## RECORD SET:
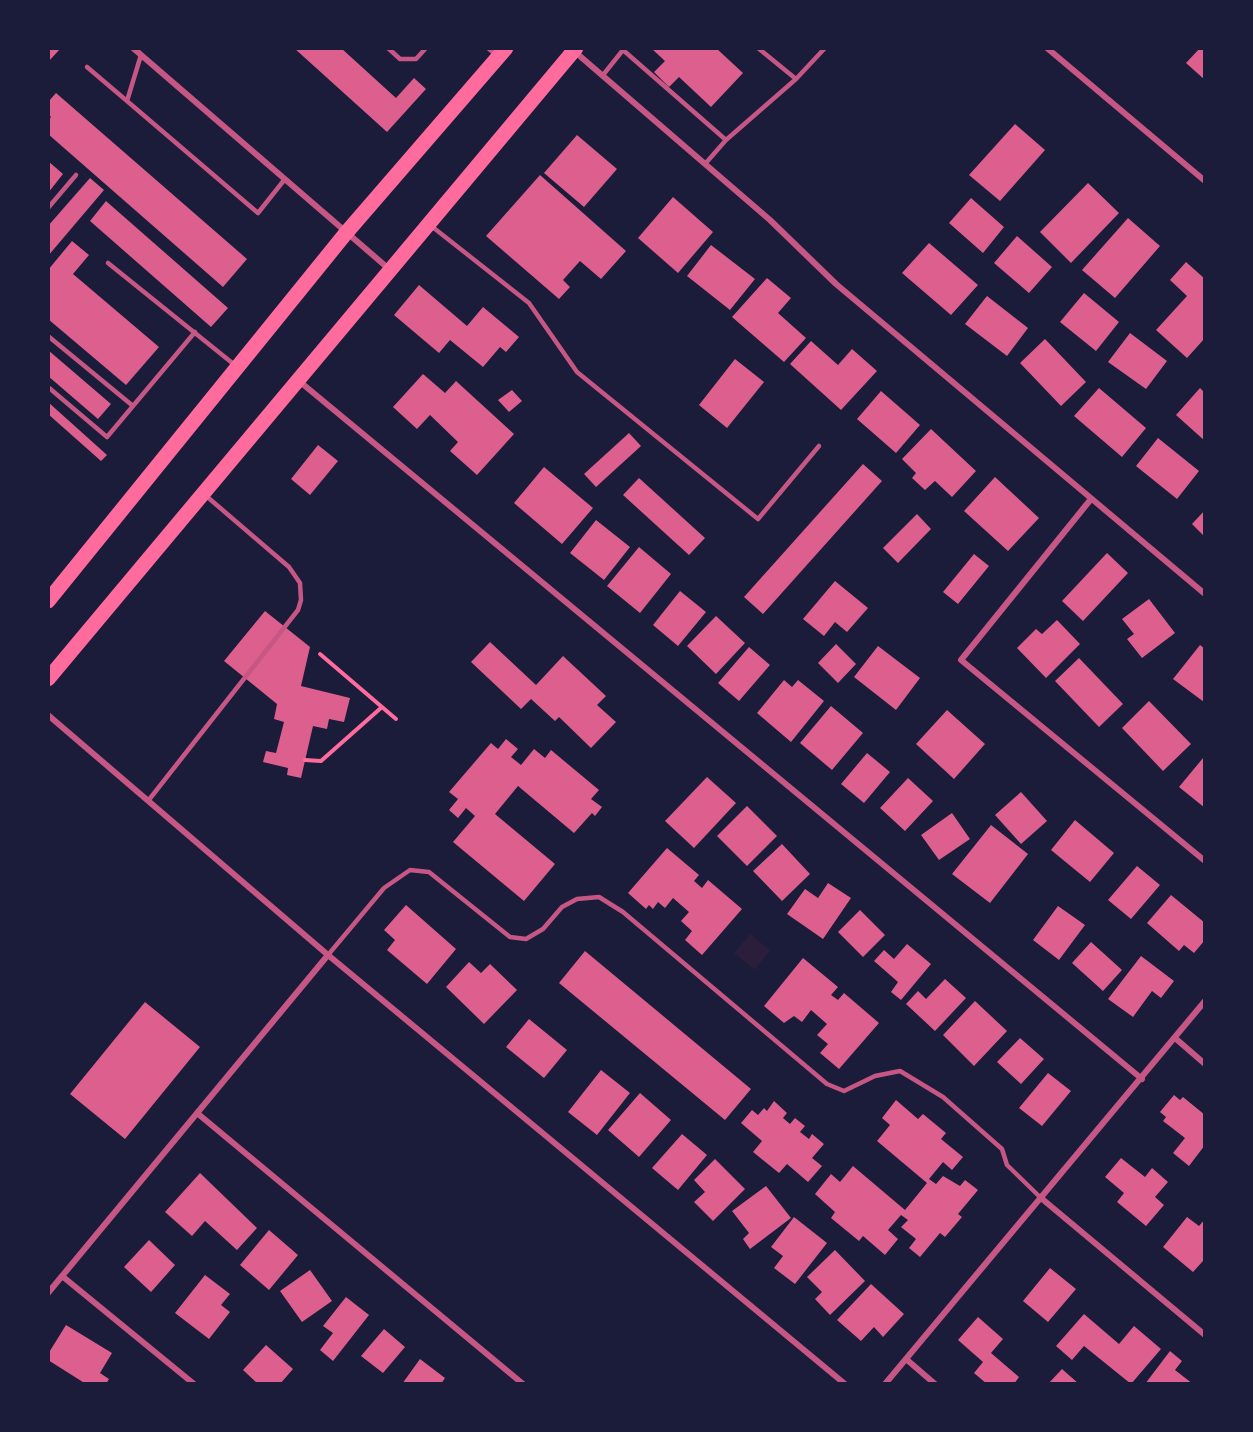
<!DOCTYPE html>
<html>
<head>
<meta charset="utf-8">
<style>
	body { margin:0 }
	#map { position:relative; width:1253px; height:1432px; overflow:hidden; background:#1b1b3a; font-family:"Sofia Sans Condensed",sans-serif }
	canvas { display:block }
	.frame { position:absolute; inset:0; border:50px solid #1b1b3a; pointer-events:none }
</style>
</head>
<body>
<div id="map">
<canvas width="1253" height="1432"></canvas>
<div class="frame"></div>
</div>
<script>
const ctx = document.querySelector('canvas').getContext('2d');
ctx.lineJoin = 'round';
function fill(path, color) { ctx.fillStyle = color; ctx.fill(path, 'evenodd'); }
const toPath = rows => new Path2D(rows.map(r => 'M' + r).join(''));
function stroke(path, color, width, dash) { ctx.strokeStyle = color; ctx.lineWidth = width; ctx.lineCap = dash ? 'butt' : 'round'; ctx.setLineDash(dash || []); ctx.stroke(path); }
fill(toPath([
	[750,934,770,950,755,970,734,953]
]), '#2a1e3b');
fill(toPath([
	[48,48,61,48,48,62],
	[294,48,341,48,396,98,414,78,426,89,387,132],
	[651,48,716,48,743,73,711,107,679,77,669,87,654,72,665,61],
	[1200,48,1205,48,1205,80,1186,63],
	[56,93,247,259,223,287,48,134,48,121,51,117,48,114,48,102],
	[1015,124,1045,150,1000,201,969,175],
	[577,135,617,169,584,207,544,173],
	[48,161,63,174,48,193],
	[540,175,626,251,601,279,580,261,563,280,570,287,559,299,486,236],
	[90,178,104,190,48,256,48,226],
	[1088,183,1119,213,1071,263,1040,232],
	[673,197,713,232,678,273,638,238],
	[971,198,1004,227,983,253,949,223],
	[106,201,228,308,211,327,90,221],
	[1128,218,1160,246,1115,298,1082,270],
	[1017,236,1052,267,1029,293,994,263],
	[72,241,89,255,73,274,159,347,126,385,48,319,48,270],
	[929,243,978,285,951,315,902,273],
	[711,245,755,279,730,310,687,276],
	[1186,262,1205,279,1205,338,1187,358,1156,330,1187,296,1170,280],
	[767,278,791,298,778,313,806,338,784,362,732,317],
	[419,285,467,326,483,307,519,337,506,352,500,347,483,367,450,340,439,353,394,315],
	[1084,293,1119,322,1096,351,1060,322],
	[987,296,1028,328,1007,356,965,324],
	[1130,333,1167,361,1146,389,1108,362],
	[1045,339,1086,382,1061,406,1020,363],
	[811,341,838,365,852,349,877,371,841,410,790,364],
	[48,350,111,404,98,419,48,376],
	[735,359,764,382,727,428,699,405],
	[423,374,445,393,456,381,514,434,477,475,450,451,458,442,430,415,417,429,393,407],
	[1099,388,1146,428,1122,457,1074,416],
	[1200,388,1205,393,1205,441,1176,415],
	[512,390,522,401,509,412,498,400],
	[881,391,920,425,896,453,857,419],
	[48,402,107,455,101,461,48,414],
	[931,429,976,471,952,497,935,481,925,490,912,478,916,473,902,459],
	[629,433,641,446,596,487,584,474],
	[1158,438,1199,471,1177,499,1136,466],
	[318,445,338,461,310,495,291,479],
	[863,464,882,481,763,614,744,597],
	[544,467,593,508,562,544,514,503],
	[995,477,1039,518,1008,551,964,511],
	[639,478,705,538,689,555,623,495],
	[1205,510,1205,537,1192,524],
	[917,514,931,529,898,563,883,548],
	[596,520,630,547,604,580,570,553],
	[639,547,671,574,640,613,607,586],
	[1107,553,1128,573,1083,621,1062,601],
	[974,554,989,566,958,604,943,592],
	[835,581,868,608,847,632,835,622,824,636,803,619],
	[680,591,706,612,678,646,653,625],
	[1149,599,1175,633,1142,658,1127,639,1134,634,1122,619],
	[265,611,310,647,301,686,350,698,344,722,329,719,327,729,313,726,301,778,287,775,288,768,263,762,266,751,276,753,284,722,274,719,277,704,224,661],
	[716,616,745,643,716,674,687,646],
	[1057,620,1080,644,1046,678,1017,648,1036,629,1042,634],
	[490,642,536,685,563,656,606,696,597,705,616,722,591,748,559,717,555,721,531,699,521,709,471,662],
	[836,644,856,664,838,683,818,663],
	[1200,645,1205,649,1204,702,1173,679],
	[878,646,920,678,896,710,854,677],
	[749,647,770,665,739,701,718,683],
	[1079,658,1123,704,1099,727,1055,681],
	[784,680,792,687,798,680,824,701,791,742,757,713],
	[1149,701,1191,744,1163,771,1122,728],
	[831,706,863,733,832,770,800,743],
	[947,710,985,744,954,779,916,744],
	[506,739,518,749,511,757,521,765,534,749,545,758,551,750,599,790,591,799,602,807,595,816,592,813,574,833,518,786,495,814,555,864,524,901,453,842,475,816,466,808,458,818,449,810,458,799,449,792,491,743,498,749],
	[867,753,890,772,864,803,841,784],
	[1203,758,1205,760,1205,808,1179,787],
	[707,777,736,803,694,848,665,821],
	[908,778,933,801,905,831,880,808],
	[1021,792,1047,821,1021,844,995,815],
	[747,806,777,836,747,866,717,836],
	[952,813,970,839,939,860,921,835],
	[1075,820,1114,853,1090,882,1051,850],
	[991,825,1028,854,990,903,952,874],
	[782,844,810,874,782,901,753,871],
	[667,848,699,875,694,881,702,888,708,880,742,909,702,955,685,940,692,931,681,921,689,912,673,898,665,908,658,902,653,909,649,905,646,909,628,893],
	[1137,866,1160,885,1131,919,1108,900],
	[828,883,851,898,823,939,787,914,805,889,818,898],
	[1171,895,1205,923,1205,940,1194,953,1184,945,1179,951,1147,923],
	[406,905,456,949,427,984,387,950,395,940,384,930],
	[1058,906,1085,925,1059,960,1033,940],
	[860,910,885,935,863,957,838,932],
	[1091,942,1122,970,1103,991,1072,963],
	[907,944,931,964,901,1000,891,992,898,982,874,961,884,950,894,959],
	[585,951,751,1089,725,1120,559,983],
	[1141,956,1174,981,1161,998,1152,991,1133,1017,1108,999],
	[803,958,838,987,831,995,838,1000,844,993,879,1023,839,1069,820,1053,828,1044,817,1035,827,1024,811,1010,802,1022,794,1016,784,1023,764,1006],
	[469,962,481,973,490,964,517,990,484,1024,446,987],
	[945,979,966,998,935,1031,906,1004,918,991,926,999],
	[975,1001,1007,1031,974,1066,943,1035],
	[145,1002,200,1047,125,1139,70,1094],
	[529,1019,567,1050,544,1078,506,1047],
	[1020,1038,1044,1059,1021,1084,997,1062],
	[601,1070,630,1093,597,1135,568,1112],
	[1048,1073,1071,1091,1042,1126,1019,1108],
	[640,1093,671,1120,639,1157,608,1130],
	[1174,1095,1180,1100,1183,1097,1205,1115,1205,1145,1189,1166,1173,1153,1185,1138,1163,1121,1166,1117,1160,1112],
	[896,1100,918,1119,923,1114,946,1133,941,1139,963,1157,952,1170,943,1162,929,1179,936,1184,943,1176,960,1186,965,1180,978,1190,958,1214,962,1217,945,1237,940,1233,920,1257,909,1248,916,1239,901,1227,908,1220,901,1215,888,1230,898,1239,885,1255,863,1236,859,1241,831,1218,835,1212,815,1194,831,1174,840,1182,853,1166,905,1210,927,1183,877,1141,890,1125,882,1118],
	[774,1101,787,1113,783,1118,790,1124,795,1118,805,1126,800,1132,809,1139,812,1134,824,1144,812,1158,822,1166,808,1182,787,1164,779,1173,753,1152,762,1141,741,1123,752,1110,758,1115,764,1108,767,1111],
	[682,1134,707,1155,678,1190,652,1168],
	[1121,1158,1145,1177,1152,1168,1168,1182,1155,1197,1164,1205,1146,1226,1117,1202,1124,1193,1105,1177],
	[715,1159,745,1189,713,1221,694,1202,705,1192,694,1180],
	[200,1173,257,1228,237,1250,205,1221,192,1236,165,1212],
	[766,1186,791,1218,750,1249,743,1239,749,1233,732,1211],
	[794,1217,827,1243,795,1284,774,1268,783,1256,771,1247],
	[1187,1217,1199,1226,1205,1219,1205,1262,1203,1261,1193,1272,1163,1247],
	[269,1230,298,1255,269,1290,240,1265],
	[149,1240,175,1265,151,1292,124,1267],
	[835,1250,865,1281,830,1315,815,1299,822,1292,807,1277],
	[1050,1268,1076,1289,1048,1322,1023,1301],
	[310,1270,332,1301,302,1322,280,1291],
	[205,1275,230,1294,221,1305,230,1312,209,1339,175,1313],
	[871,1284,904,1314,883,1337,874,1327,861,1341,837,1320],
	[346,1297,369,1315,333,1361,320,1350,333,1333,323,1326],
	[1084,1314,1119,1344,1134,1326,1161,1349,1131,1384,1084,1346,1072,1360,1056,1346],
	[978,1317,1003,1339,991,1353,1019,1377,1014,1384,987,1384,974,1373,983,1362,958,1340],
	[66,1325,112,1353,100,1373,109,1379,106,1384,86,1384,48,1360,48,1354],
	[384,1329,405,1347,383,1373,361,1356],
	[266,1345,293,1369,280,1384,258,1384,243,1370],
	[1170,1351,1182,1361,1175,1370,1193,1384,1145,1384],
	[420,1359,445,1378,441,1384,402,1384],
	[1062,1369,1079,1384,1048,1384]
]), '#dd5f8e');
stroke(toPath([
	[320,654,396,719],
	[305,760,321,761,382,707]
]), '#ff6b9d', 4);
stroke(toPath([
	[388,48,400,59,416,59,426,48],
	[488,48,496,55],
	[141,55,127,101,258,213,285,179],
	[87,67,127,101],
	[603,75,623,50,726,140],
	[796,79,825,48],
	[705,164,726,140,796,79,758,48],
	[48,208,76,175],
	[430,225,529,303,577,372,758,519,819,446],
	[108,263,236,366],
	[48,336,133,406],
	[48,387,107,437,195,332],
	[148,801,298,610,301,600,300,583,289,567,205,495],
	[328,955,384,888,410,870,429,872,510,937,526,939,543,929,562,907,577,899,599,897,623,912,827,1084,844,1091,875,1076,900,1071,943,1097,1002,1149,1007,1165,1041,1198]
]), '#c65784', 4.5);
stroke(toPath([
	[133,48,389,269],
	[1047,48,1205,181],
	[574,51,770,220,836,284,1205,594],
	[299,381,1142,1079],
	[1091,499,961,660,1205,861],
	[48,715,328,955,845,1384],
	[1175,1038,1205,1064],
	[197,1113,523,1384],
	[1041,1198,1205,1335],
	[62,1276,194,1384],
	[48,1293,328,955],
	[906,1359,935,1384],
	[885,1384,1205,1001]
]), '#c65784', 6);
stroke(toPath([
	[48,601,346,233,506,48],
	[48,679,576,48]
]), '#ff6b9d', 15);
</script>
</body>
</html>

## ASSIGNMENT:
Report every line of the material above in which "const" appears.

## REPLY:
const ctx = document.querySelector('canvas').getContext('2d');
const toPath = rows => new Path2D(rows.map(r => 'M' + r).join(''));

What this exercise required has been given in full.